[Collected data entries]

***

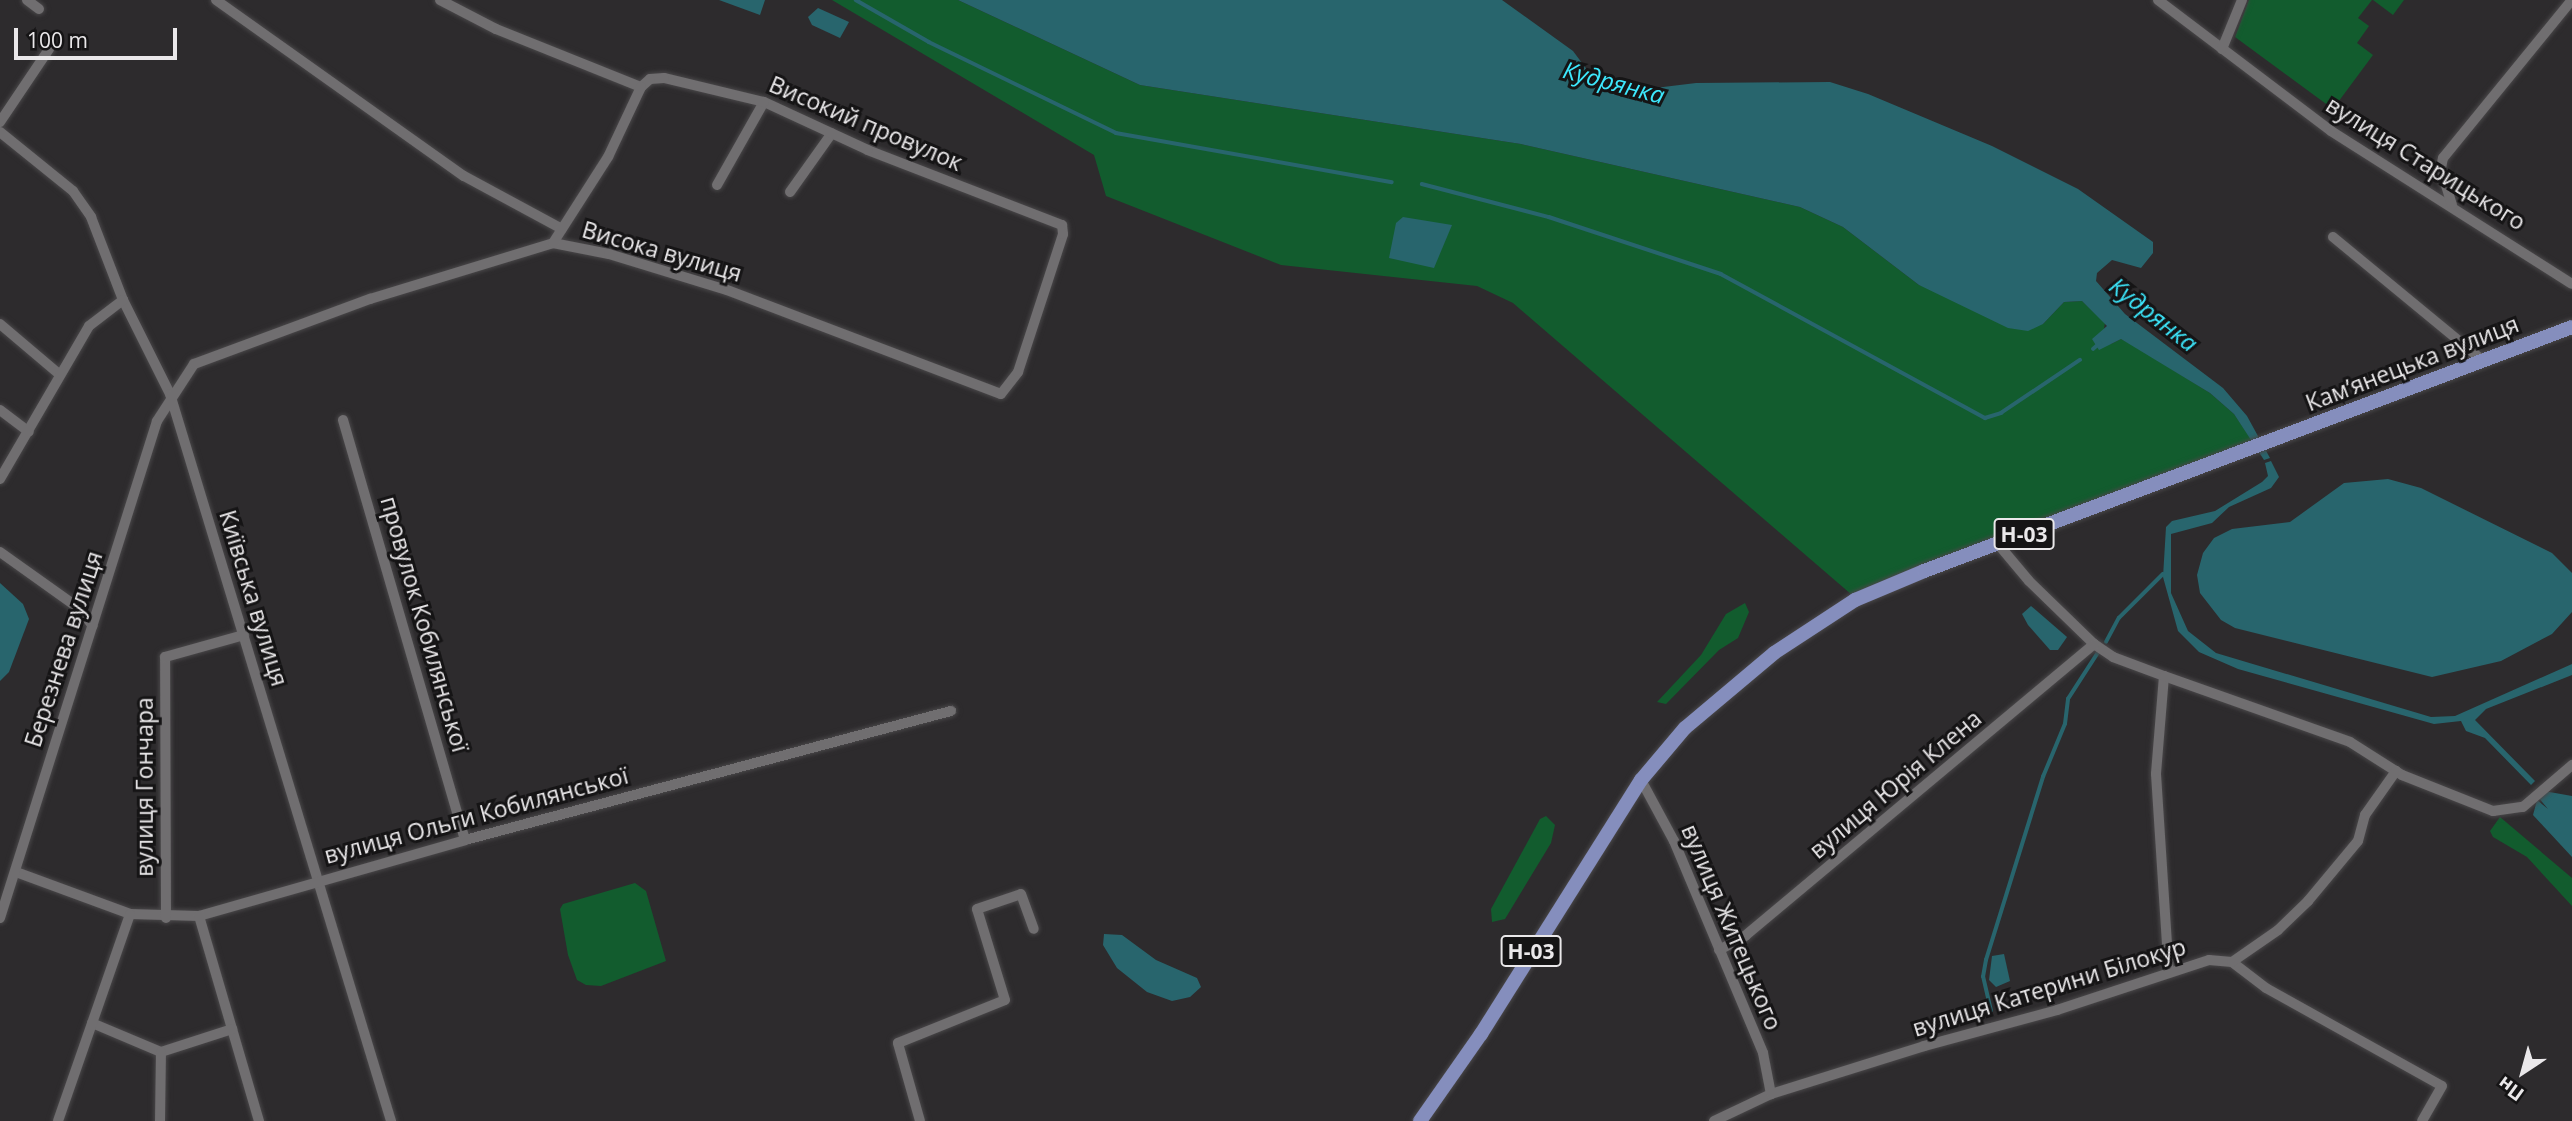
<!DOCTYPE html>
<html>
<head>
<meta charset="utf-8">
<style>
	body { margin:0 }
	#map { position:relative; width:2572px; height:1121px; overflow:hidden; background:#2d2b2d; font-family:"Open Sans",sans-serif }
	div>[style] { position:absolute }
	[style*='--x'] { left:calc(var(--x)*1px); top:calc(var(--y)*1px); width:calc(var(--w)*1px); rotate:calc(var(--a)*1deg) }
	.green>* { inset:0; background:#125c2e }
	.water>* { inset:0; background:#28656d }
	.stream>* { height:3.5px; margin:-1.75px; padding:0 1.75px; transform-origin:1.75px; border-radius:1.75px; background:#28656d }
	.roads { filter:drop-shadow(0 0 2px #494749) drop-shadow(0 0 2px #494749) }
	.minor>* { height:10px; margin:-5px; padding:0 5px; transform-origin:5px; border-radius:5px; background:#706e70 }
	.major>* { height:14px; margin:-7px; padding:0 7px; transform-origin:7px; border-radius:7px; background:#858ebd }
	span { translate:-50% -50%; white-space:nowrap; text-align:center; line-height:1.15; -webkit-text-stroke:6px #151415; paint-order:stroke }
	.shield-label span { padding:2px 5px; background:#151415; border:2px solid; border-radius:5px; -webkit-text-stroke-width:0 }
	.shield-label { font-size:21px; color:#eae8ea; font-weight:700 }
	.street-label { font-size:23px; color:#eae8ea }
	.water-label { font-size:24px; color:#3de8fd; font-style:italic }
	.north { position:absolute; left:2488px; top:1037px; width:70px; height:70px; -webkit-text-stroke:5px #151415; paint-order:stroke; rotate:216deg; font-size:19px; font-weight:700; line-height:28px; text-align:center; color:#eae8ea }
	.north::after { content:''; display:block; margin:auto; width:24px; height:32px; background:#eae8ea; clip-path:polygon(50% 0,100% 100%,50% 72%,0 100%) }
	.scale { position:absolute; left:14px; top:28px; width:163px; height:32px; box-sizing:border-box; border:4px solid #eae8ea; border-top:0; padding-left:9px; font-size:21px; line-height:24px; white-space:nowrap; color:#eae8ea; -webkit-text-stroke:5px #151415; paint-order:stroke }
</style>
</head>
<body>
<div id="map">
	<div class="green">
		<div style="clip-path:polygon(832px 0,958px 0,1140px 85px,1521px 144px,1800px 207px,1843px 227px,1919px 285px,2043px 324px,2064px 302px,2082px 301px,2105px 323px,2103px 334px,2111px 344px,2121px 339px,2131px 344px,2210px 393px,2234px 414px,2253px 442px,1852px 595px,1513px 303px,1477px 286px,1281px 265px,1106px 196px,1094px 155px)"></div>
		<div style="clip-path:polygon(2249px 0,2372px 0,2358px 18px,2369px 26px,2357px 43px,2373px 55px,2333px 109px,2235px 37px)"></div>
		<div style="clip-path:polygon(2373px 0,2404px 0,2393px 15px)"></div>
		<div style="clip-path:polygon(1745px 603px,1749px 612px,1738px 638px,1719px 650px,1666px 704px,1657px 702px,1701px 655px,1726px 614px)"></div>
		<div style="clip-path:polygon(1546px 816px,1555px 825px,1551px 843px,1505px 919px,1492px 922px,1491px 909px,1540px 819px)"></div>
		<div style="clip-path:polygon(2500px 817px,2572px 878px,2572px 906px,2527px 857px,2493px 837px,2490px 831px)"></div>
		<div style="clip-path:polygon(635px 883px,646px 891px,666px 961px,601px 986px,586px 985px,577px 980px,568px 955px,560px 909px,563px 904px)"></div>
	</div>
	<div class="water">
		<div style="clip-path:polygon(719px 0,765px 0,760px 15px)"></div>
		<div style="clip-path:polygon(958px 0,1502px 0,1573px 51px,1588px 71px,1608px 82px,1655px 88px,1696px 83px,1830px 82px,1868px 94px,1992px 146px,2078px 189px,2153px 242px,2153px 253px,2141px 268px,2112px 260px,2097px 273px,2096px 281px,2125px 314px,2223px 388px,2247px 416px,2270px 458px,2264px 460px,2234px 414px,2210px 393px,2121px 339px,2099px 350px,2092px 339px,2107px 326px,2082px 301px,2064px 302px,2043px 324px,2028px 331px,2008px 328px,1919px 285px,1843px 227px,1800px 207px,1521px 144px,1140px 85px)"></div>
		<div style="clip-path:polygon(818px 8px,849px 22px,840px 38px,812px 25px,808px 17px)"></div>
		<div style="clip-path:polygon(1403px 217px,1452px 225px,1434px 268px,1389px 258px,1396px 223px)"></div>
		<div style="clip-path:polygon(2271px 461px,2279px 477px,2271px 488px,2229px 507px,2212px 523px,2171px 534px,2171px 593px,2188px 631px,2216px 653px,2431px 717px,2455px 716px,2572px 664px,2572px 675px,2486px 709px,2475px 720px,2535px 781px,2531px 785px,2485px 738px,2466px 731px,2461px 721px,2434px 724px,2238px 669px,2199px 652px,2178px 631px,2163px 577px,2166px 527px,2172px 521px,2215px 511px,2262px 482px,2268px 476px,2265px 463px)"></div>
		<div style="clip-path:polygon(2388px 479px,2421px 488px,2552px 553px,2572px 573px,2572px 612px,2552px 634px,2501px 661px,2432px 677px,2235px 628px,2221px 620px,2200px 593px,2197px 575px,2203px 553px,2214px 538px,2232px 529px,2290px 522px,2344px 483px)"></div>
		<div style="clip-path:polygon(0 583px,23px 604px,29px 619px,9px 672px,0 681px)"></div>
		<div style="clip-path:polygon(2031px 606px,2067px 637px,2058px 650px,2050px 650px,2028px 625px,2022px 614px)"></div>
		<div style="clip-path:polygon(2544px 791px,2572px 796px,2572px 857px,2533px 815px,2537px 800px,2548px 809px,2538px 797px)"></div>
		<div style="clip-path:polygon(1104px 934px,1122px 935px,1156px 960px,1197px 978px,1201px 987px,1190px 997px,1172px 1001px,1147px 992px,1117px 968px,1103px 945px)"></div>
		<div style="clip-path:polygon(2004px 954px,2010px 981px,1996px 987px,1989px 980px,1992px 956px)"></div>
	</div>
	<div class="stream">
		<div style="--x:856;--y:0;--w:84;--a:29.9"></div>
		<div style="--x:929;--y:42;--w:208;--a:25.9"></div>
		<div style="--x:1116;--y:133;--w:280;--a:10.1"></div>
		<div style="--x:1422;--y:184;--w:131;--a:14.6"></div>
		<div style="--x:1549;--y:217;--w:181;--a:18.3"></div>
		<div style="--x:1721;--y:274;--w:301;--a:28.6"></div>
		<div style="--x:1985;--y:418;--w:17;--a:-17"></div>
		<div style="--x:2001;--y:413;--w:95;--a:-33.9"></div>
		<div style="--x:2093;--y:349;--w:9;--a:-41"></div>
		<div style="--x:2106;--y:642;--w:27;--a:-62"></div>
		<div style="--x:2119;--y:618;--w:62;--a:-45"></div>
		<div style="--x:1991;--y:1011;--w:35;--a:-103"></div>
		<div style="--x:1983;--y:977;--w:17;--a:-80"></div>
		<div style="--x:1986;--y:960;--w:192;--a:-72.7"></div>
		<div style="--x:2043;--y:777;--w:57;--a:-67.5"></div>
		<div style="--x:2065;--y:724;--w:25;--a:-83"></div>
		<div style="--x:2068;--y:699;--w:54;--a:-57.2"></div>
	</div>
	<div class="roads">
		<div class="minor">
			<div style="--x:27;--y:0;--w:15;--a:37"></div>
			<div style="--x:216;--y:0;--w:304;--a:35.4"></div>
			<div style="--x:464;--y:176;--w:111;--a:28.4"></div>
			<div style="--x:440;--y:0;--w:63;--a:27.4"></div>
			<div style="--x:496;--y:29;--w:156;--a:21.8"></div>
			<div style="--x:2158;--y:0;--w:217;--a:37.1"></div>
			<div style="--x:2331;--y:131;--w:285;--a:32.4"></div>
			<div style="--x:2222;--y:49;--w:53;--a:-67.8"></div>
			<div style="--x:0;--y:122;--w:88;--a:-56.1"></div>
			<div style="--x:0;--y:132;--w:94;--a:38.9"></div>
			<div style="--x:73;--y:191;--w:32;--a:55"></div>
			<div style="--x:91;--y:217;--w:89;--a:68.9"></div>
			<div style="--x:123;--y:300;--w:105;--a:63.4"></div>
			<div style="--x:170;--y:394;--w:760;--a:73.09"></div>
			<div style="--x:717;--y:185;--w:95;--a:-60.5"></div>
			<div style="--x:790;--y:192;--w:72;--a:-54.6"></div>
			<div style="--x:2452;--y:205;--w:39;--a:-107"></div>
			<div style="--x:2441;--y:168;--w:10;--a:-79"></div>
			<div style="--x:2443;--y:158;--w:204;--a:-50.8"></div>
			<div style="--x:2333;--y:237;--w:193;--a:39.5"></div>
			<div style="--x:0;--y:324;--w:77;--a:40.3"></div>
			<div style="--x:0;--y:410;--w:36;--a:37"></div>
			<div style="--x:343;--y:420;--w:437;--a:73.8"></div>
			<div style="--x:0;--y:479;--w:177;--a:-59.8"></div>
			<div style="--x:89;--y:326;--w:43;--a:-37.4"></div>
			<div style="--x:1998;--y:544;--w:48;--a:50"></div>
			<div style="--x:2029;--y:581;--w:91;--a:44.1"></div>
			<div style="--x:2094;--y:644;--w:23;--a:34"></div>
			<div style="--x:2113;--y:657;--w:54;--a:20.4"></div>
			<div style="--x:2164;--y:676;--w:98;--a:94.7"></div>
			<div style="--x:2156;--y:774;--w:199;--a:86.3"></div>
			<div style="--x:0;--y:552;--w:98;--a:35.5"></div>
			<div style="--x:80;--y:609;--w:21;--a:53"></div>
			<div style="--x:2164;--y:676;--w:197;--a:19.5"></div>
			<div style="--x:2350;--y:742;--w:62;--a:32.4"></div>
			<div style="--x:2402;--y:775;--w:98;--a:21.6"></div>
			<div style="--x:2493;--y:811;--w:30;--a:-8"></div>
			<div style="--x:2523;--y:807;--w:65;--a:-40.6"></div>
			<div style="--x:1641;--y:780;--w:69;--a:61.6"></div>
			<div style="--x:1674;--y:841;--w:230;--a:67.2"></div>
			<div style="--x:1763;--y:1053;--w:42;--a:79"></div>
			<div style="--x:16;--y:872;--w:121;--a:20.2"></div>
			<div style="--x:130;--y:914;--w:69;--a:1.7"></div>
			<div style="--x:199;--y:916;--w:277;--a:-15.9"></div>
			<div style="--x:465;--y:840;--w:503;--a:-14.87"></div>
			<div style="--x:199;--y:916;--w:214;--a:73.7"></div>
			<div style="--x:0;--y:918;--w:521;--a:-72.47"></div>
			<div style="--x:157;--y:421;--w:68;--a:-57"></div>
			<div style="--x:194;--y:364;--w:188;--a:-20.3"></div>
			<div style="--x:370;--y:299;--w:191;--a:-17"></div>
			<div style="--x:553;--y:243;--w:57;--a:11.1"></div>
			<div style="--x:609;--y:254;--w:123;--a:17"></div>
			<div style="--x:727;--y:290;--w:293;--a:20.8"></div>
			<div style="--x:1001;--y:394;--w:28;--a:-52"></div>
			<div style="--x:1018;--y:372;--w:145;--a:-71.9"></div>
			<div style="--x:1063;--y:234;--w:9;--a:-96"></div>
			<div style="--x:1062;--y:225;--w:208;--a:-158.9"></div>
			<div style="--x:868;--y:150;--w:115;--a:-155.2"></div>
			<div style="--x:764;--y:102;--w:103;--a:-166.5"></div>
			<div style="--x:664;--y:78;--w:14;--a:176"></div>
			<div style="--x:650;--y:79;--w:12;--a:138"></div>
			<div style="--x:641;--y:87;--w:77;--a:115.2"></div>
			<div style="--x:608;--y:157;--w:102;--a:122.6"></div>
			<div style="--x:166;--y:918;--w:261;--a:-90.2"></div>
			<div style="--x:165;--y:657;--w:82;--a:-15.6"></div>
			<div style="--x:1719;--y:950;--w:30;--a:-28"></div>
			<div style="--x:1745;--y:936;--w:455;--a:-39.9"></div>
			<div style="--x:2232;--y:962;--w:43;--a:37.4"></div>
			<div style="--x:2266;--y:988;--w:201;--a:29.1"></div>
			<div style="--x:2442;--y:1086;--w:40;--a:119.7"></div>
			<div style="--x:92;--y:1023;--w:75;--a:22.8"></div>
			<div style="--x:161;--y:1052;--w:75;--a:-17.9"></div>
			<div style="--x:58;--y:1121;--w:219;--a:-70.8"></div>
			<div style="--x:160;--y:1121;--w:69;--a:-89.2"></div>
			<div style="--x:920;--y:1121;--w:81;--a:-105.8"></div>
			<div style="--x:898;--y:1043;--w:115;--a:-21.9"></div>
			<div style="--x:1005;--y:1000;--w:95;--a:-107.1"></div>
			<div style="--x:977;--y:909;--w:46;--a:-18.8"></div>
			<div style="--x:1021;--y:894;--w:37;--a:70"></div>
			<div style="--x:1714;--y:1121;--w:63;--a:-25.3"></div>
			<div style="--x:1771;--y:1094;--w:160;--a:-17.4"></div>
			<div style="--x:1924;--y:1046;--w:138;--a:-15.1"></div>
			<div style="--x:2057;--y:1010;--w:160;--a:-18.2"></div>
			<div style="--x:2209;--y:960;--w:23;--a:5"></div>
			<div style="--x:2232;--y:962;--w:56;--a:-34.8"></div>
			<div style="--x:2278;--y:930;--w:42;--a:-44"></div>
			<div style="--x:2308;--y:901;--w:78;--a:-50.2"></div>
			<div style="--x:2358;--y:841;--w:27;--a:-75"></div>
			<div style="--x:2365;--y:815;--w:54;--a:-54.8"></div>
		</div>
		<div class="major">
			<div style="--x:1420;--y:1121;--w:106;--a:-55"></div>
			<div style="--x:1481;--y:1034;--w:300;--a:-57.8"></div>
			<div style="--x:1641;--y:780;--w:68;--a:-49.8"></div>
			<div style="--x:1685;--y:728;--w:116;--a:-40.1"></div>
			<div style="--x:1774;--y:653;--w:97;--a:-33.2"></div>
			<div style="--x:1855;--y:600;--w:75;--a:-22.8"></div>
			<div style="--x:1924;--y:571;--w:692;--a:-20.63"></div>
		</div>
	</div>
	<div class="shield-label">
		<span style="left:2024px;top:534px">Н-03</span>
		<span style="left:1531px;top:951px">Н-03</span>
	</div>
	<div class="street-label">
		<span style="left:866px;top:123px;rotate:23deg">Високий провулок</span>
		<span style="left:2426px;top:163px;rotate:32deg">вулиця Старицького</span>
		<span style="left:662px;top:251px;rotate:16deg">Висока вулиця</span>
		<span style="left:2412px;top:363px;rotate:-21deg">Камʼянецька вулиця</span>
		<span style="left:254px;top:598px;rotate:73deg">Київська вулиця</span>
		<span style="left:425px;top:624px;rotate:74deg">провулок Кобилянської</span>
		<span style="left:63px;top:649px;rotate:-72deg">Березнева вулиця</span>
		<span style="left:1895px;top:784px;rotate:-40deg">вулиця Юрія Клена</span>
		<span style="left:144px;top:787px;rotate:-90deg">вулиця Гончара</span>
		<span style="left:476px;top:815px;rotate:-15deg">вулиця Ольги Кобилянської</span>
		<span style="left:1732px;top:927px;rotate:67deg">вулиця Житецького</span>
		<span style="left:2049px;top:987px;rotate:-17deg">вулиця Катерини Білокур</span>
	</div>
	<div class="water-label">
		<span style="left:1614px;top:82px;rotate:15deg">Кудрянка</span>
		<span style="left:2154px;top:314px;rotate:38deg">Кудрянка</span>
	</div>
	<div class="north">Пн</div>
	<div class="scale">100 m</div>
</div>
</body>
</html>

***

From the data above, state how many lines contain the string "inset", offering no other words.

2